Shekhar Kapur pone al centro del suo film un’attrice straordinaria che torna nei panni di una regina contribuendo ad alimentarne il mito. Con leggerezza Cate Blanchet passa da un dialogo con un giovanissimo aspirante marito ad una scena nella quale chiede al navigatore di ballare e saltellare insieme alla sua accompagnatrice. La storia di tradimenti famigliari e fanatismo politico viene raccontata con sfarzo intervallato a scene di privata e regale quotidianità. Accanto alla inarrivabile australiana uno shakespeariano Geoffrey Rush ed un Clive Owen che più che interiorizzare ed affascinare, ammicca senza troppo interessare.

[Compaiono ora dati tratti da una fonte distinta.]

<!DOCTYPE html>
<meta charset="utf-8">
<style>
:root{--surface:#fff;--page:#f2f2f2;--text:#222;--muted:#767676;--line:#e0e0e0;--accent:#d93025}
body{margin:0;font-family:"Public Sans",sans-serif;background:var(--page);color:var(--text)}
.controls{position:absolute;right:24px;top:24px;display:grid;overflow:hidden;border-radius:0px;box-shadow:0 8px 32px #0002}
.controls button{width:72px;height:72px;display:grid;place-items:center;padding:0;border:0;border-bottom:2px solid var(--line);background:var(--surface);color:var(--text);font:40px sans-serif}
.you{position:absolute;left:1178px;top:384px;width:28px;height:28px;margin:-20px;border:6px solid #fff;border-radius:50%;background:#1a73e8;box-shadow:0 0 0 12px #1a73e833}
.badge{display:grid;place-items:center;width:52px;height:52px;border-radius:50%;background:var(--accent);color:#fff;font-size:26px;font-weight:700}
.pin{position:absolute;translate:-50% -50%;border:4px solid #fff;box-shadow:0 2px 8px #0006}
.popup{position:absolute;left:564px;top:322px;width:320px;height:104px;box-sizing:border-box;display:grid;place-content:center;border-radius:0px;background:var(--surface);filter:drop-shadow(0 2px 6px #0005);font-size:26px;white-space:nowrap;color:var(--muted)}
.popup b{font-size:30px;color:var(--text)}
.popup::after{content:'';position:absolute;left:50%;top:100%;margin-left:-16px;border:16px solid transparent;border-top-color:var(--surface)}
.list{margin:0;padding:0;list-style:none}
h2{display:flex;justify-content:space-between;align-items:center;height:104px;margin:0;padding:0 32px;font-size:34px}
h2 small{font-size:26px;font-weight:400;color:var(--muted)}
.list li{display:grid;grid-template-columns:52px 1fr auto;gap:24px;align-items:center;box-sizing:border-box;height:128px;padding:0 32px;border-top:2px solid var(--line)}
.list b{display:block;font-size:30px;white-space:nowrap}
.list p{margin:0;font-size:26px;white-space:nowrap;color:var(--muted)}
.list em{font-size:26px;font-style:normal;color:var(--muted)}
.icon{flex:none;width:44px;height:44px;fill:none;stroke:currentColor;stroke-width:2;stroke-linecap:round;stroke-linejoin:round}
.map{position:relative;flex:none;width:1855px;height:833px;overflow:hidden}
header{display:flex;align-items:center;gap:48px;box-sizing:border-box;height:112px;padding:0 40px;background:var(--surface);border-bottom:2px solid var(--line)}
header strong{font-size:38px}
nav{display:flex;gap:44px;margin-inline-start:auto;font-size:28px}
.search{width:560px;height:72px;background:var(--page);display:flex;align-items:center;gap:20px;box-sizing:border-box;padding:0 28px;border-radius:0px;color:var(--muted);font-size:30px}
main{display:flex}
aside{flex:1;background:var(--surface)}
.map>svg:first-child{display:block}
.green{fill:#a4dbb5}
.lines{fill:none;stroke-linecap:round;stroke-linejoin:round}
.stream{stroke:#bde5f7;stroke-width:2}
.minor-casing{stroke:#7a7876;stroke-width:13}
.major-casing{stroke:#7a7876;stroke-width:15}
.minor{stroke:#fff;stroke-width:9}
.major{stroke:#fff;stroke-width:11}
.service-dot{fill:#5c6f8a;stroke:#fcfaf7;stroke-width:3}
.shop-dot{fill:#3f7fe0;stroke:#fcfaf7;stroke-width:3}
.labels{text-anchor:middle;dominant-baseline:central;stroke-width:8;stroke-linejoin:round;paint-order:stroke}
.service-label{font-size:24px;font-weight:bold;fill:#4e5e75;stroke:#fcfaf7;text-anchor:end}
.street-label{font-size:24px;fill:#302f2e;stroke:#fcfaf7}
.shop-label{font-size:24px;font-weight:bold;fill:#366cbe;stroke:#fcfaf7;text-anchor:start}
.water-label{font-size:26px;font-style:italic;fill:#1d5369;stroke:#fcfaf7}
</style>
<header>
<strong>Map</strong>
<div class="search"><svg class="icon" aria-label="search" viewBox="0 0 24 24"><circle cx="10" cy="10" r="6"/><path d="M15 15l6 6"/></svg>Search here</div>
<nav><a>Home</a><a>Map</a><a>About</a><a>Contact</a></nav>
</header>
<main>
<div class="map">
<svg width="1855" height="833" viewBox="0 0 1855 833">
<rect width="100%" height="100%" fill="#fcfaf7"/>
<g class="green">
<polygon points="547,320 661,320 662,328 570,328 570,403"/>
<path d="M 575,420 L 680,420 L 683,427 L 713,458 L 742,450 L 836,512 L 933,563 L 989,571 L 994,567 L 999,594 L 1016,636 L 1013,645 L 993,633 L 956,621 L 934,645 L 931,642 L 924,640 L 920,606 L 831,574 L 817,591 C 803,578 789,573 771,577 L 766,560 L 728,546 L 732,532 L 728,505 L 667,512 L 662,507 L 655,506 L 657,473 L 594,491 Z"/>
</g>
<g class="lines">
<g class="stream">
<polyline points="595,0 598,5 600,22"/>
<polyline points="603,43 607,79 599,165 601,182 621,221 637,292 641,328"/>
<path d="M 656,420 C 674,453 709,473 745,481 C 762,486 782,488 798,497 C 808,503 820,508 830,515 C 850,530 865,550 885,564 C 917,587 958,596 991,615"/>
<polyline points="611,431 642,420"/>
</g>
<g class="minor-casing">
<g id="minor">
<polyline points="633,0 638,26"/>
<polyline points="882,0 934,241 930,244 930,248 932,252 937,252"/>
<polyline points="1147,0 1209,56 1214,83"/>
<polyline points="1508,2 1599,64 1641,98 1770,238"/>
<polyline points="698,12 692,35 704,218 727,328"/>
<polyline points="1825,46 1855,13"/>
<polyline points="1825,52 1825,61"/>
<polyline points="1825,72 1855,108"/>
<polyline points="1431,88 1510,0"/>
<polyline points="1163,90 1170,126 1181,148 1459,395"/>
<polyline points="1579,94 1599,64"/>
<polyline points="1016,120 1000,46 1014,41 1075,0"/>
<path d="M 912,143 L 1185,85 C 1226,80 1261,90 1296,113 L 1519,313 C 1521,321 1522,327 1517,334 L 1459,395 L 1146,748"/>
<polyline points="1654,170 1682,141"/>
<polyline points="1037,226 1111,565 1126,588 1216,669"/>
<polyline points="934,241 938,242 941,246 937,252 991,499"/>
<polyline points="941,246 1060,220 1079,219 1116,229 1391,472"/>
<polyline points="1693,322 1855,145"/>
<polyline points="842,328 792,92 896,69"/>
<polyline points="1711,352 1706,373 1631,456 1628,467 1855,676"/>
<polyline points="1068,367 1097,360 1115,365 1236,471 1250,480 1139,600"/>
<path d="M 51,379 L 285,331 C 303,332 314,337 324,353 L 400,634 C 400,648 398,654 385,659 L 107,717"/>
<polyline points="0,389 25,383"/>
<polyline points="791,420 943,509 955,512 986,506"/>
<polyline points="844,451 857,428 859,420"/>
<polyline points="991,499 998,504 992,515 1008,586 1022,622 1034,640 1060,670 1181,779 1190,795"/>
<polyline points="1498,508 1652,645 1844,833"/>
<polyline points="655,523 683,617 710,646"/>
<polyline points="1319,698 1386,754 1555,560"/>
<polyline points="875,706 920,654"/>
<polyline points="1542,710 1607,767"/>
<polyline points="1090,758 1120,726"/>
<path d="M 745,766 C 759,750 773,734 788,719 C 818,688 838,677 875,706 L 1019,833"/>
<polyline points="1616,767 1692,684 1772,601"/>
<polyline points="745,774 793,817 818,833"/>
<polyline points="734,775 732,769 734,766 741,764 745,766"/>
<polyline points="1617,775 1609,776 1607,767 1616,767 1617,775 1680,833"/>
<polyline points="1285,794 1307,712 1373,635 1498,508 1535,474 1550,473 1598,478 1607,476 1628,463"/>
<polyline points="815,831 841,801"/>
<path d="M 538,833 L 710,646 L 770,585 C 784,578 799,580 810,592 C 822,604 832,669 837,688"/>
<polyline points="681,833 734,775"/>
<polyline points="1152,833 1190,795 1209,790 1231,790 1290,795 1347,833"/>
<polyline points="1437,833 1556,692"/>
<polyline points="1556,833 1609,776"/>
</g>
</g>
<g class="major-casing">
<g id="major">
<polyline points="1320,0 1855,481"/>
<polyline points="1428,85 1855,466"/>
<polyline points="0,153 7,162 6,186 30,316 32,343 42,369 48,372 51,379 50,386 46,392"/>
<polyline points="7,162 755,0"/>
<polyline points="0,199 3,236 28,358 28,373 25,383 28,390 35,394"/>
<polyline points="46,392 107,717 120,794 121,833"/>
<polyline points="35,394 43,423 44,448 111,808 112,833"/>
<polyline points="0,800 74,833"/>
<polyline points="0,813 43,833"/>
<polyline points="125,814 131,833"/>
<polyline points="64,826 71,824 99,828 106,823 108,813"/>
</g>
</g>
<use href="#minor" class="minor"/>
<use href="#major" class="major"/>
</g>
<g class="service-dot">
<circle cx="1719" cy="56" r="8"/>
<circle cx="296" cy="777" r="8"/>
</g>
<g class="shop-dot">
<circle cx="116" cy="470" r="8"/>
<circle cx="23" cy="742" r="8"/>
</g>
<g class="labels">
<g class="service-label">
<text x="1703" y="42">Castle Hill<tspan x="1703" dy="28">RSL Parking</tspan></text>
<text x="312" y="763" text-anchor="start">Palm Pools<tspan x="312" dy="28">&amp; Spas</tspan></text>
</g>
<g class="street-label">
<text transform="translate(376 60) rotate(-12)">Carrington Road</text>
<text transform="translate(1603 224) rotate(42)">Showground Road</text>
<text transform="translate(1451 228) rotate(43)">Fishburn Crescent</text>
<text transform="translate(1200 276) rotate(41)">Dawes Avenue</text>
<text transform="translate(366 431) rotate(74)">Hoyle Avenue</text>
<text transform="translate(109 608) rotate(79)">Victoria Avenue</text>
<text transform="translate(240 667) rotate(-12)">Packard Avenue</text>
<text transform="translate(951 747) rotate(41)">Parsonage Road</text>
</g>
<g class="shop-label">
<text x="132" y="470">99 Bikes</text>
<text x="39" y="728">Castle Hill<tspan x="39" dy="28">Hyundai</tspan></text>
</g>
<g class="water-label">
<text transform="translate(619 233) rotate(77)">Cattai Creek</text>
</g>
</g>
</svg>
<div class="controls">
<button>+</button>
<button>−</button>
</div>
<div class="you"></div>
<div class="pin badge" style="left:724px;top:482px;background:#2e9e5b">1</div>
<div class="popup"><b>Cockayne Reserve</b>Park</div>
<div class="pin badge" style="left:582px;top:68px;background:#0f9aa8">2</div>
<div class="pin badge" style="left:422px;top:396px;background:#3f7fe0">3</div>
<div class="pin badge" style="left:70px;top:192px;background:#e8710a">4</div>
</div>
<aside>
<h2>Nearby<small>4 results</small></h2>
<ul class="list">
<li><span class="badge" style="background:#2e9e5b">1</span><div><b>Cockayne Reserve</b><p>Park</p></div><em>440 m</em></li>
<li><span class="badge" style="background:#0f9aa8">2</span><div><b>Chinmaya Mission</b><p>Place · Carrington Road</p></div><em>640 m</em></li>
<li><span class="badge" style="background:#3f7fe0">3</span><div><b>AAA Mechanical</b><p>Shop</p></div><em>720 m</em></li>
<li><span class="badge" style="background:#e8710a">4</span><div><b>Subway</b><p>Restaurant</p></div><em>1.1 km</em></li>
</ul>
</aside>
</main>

La musica che rende epici sentimenti e momenti di guerra accompagna degnamente una vicenda che vede una donna di potere rivendicare la propria libera scelta di rimanere casta. Senza facili sottolineature, il film spezza un’ulteriore lancia nei confronti di chi ancora ha il coraggio di mettere in discussione il potere della religione di spostare le masse, chiamandole ad una santa guerra frutto di privati interessi e causa di pubblici sacrifici.